Tropical oils to China, Korea, Japan or east coast India normally require smaller ships; many of these will be dedicated to their trade and will often shuttle between the same two ports. They do not need to clean the tanks or heat the cargo on many of the voyages; thus the freight levels will be lower than other trade lanes.
Tropical oils to west coast India or the Arabian Gulf will require larger ships and will often need to clean the tanks after discharge in order to carry chemicals on the next voyage. Cleaning costs time and money and thus the owner will seek compensation for this in the freight rate.
There is a significant fleet of ships that are trading around north-west Europe carrying tropical oils from the main ports of Rotterdam or Amsterdam – often loading direct from a large ship arriving from Asia – to the ports around Europe that require smaller volumes.
Soft oils
The soft oils, such as soybean oil, corn oil, rapeseed oil (canola) and sunflower oil, have a different set of requirements.

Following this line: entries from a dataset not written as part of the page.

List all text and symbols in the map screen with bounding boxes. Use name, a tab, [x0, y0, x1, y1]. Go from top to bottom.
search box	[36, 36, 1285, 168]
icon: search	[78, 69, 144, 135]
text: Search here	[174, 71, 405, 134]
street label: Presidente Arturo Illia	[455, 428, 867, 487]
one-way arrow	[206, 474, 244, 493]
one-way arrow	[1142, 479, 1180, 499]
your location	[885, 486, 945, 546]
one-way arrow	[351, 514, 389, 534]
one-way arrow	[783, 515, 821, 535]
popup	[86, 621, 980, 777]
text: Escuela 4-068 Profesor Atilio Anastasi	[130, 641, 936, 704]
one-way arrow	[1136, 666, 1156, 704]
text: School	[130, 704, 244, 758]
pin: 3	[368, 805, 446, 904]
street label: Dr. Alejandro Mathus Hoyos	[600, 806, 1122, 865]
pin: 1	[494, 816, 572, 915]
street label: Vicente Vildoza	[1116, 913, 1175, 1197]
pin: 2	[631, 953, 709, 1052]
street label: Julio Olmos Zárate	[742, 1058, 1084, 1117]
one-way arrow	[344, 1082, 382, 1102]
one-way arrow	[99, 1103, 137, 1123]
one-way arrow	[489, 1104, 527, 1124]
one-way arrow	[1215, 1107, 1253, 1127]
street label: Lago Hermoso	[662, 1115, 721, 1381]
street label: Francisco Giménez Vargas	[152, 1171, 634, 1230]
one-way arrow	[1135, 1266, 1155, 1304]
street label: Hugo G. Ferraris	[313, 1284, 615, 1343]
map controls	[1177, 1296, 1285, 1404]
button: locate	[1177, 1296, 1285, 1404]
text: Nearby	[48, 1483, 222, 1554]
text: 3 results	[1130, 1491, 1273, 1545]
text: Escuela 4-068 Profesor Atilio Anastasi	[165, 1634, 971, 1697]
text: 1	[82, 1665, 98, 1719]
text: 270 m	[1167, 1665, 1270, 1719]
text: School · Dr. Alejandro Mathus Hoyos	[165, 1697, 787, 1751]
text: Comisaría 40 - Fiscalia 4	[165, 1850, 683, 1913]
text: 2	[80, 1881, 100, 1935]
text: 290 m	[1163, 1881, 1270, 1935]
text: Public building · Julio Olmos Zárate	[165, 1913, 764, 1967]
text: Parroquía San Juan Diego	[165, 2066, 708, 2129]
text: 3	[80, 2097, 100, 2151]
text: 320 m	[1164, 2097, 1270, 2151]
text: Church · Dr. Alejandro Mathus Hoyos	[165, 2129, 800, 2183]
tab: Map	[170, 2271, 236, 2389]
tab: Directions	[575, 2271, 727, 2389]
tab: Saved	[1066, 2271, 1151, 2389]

Again, the trade area will determine the type of ship. South American oil to the Far East or India is usually carried in the larger ships due to the long voyage and the quantities in demand. These ships are ideal to reload tropical oils for their return voyage.
Soft oils to Europe will often move in smaller ships due to the large number of ports of call for discharging. The larger the ship, the higher the costs per port, so these ships try to limit the number of ports they call at, thus saving not only port costs but bunker fuel costs as well.
There is a large trade in sunflower oil from the Black Sea. Much of this is carried in small dedicated ships that can sail up the rivers to load and then distribute the oil around the Mediterranean economically.
All this has only scratched the surface of this enormous and complicated trade, but should give some idea of the overall complexity.